The required output is every line from the beginning of the entries below through the line that includes "Input: one rendered map. Parse the map above: labels, road", copied exactly.
═════ The data
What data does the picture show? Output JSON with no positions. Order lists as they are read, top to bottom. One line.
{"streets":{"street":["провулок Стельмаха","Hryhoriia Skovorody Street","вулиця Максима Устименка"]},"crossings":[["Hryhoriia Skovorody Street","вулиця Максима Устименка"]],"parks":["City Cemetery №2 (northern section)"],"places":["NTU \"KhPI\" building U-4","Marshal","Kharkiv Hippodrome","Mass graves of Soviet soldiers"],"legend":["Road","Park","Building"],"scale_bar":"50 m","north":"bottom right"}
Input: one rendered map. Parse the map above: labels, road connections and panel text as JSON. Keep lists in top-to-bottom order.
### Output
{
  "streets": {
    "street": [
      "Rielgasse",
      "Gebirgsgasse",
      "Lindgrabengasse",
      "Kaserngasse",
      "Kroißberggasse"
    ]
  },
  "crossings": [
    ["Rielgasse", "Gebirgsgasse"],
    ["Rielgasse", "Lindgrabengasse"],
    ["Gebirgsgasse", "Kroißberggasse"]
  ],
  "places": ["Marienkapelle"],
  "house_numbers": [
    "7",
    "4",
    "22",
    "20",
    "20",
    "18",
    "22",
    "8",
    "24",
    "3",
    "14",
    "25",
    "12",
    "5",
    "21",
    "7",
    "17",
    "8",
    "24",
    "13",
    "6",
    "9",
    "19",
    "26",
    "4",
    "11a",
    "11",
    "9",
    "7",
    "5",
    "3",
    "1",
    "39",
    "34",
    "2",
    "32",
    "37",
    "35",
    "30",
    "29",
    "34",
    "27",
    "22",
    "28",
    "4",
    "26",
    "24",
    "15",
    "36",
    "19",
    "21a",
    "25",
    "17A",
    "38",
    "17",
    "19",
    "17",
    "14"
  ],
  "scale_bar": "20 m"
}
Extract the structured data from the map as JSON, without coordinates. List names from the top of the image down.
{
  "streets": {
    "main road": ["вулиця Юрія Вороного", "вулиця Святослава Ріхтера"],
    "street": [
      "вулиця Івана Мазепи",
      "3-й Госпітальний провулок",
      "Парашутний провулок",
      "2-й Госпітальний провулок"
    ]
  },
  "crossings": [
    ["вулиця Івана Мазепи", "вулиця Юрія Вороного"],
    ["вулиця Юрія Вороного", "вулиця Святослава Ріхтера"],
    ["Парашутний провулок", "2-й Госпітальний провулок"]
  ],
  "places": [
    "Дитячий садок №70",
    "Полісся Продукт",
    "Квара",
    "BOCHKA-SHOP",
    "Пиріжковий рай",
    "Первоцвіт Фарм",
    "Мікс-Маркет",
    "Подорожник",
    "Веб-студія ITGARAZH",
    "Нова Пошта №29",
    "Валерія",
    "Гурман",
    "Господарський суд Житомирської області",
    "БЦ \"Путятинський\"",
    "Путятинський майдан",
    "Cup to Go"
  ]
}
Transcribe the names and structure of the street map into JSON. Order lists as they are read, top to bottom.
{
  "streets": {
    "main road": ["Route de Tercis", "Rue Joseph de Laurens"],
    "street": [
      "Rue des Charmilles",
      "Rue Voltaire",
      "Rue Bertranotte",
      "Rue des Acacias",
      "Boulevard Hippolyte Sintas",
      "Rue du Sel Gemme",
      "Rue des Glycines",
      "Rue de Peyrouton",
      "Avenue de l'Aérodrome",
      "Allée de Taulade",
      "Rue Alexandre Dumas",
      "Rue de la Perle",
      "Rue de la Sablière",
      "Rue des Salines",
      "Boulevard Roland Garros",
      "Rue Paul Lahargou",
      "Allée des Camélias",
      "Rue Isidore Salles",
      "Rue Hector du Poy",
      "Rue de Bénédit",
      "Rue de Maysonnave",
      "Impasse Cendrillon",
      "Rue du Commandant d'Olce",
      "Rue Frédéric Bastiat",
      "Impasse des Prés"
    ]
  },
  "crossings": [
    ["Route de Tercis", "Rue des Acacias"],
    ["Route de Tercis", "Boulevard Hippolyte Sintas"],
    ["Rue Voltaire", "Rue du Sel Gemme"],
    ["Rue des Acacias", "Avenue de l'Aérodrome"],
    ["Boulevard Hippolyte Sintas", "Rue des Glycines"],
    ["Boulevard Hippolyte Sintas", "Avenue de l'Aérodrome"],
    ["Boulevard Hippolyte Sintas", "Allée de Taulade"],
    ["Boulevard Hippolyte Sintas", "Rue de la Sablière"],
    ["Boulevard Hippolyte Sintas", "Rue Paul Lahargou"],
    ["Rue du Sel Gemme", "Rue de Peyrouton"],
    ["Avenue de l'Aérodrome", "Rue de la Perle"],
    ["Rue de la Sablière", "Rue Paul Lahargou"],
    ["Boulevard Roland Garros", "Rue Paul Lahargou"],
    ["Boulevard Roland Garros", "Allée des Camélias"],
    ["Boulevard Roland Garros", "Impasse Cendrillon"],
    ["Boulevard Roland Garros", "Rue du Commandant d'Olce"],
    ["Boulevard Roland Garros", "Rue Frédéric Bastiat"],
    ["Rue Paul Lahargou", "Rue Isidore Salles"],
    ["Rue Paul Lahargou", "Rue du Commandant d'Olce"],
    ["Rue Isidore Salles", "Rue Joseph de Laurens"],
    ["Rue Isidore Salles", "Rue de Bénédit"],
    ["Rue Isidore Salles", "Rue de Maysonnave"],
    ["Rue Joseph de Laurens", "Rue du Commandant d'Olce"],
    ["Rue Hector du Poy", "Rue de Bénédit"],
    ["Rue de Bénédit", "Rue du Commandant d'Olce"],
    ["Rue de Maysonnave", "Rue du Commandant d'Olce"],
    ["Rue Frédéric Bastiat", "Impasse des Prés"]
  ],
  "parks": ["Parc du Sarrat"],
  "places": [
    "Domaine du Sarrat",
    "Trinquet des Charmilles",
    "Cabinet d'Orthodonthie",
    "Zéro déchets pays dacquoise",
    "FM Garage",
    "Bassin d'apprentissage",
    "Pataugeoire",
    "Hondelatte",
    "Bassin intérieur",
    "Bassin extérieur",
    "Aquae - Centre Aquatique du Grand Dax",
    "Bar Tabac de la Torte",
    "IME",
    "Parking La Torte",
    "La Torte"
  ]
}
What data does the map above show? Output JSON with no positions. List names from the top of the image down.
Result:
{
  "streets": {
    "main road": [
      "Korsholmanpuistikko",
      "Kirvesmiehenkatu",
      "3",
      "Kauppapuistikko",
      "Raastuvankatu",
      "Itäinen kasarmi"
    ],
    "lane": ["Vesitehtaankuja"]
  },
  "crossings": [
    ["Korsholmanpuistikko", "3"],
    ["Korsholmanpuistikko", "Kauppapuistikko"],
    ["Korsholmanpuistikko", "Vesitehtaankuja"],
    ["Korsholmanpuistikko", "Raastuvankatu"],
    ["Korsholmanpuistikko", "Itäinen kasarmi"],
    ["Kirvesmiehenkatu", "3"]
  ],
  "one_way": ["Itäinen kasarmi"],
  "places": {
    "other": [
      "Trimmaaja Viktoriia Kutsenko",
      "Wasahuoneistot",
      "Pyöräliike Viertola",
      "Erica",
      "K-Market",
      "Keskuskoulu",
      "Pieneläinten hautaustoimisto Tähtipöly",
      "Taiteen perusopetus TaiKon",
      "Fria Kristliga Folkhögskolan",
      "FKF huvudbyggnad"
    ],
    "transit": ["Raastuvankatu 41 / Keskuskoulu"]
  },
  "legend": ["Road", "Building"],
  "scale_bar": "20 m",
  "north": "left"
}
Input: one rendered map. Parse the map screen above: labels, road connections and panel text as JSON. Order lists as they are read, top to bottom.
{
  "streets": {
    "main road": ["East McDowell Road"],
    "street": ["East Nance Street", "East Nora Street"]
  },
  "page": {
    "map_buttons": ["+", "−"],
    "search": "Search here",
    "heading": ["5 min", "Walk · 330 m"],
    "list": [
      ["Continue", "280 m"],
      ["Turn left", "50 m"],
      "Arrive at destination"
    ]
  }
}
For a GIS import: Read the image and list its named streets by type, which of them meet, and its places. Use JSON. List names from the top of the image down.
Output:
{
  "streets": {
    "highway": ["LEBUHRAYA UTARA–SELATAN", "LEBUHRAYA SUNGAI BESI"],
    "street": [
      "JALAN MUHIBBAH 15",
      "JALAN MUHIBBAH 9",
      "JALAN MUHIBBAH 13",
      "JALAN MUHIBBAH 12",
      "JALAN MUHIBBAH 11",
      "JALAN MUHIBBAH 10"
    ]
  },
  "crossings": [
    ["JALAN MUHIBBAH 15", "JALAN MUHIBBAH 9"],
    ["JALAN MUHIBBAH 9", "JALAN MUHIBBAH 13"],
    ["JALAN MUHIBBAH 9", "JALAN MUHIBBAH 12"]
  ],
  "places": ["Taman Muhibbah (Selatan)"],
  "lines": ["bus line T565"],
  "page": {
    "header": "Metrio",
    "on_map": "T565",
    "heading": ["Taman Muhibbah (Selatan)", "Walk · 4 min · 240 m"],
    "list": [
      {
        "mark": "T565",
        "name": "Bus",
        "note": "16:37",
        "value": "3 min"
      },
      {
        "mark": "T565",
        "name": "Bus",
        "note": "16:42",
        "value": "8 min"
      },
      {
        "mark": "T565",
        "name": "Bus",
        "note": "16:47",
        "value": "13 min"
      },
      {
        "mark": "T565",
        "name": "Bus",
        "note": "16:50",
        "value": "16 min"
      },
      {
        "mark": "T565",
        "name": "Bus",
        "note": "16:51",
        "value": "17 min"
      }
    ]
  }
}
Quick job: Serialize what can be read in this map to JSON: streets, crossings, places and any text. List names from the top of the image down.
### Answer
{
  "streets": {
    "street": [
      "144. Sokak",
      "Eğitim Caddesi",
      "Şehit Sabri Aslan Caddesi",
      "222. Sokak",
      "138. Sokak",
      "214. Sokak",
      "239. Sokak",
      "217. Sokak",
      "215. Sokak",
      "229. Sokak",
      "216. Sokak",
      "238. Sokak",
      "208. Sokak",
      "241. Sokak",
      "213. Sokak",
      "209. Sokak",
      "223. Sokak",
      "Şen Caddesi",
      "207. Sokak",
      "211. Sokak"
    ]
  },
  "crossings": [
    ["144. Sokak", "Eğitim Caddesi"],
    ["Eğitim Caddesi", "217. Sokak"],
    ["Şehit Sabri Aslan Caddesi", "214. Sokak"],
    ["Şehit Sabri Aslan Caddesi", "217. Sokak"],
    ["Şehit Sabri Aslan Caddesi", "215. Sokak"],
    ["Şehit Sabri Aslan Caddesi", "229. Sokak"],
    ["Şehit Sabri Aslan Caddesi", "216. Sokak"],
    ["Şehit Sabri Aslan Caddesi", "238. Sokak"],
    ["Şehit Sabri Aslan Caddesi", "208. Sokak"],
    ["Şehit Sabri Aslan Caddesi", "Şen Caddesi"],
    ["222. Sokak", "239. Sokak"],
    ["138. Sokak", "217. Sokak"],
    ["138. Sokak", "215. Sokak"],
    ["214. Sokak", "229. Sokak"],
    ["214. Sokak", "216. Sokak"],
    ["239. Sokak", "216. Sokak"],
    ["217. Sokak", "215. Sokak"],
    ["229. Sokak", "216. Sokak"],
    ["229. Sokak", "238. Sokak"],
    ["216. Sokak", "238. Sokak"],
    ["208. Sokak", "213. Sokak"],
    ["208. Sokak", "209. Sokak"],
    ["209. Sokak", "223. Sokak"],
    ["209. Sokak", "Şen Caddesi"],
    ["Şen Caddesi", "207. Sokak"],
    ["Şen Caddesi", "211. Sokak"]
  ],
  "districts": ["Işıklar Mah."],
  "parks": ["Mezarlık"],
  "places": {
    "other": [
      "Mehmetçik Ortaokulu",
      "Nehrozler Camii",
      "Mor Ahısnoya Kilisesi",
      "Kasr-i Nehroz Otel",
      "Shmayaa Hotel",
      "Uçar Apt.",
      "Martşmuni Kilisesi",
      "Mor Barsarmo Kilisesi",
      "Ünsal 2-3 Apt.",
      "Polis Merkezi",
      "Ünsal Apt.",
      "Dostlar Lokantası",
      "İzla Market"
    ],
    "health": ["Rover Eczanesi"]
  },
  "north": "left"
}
══════════
• _Written reply_
What data does the picture show? Output JSON with no positions. Order lists as they are read, top to bottom. One line.
{"streets":{"street":["провулок Стельмаха","Hryhoriia Skovorody Street","вулиця Максима Устименка"]},"crossings":[["Hryhoriia Skovorody Street","вулиця Максима Устименка"]],"parks":["City Cemetery №2 (northern section)"],"places":["NTU \"KhPI\" building U-4","Marshal","Kharkiv Hippodrome","Mass graves of Soviet soldiers"],"legend":["Road","Park","Building"],"scale_bar":"50 m","north":"bottom right"}
Input: one rendered map. Parse the map above: labels, road connections and panel text as JSON. Keep lists in top-to-bottom order.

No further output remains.